## [Collected data entries]
********************

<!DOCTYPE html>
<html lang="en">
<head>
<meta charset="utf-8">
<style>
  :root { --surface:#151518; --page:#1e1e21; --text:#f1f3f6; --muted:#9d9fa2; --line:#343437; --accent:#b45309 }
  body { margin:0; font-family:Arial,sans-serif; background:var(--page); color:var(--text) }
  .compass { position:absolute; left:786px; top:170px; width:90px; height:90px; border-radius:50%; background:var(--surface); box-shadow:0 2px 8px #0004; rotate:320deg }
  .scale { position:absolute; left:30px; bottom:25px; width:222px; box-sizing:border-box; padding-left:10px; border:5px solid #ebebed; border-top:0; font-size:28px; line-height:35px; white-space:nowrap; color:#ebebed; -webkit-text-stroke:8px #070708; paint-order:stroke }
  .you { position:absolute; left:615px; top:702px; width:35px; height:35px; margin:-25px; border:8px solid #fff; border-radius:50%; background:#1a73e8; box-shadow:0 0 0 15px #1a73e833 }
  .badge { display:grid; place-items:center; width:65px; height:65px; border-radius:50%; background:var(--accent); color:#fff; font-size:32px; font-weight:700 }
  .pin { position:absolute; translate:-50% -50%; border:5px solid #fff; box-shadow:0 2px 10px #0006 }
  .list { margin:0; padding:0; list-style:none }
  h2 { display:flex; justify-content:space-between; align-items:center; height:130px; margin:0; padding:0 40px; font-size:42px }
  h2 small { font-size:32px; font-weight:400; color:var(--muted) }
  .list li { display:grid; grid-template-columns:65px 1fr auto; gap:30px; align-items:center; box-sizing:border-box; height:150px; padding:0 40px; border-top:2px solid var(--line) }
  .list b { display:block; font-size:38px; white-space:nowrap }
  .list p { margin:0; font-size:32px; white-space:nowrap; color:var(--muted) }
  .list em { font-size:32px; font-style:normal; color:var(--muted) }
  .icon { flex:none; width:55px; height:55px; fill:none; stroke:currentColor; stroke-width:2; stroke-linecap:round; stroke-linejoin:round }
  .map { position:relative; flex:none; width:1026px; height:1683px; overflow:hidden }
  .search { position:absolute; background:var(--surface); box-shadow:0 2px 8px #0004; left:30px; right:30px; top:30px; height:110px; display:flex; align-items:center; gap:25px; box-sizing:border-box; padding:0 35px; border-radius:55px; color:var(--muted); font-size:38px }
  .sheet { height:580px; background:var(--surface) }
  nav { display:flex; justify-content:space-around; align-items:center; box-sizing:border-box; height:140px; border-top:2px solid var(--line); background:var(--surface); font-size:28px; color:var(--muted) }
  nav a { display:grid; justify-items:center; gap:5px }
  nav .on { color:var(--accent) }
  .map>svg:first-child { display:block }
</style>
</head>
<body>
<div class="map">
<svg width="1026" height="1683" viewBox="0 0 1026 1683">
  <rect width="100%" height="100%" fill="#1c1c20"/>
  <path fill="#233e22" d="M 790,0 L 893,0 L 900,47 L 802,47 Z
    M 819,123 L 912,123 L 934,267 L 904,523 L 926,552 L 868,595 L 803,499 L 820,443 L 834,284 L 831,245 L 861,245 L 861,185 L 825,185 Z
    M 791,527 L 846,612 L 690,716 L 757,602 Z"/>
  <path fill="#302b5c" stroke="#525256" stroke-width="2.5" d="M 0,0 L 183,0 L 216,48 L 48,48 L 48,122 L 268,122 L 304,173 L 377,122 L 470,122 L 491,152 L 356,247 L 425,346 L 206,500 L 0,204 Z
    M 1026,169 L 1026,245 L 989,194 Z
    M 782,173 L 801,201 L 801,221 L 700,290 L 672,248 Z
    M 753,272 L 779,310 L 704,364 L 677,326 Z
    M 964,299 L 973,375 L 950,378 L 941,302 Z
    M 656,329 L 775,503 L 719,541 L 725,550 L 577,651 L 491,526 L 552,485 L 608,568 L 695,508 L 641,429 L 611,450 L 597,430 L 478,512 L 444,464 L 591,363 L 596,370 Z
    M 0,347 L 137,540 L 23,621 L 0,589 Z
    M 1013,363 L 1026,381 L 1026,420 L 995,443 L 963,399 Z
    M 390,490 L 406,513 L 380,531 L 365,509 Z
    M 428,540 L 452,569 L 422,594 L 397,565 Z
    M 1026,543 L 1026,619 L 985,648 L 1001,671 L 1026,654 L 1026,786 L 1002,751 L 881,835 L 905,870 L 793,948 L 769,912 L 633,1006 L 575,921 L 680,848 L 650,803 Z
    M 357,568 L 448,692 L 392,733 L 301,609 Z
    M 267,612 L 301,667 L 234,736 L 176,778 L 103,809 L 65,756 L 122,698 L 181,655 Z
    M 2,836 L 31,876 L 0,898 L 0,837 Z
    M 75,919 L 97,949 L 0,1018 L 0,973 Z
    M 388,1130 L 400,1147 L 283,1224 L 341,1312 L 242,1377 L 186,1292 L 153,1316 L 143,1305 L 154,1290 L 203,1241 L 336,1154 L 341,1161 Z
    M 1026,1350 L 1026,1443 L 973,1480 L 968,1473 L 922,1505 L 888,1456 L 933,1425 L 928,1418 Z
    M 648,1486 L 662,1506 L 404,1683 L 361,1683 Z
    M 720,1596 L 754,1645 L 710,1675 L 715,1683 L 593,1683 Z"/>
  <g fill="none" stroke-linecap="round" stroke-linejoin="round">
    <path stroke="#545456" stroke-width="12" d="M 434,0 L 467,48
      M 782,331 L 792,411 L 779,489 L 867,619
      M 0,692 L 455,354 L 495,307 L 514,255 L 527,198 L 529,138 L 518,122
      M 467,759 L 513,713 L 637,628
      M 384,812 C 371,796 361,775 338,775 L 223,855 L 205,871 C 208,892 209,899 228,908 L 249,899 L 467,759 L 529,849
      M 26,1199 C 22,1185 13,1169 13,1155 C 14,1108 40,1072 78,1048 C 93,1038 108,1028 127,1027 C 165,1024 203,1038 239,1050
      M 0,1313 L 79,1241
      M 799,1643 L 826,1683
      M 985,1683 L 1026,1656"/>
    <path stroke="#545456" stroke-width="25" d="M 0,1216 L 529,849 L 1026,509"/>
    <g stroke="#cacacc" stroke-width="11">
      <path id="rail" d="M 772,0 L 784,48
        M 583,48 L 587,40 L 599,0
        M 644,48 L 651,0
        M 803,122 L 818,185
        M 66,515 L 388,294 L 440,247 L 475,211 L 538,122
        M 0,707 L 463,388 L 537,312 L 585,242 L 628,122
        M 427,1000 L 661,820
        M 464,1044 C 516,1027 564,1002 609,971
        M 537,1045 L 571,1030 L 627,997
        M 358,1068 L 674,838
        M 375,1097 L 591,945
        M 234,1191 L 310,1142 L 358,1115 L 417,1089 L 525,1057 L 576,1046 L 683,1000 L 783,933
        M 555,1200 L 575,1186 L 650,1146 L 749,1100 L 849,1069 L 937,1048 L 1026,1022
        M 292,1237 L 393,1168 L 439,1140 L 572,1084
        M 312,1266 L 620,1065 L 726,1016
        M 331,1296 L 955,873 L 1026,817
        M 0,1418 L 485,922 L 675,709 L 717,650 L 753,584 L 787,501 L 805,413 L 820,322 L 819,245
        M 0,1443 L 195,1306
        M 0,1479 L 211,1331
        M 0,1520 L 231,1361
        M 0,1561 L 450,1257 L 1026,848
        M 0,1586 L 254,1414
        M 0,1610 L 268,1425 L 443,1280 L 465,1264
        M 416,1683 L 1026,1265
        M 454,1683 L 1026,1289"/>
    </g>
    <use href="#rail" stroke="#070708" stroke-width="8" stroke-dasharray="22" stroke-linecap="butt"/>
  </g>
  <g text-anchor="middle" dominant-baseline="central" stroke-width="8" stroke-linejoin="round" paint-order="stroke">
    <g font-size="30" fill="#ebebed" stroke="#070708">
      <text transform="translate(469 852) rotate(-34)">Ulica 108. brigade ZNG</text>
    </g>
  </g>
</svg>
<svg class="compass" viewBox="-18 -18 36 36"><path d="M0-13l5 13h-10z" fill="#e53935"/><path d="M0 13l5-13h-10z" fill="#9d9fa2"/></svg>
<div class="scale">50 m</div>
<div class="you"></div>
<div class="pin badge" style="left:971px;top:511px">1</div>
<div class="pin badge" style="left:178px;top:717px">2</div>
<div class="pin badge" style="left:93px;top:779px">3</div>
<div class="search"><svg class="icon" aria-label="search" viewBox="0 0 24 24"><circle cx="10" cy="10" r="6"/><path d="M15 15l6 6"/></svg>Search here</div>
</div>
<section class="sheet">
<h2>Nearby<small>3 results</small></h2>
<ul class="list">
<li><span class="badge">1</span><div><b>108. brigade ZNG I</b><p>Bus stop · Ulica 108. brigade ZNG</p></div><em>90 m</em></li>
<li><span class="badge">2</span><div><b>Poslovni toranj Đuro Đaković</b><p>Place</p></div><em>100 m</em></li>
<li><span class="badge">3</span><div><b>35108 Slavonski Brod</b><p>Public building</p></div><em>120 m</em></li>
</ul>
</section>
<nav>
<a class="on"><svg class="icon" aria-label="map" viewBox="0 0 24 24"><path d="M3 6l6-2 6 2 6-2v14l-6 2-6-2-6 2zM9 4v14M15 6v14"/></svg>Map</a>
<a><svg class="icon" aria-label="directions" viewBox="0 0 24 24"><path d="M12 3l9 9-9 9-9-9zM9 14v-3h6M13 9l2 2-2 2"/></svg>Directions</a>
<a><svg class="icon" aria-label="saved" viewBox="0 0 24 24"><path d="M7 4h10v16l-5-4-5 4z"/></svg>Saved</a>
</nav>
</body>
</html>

********************

Copy every line in the data above that has the string "grid" in it.

  .badge { display:grid; place-items:center; width:65px; height:65px; border-radius:50%; background:var(--accent); color:#fff; font-size:32px; font-weight:700 }
  .list li { display:grid; grid-template-columns:65px 1fr auto; gap:30px; align-items:center; box-sizing:border-box; height:150px; padding:0 40px; border-top:2px solid var(--line) }
  nav a { display:grid; justify-items:center; gap:5px }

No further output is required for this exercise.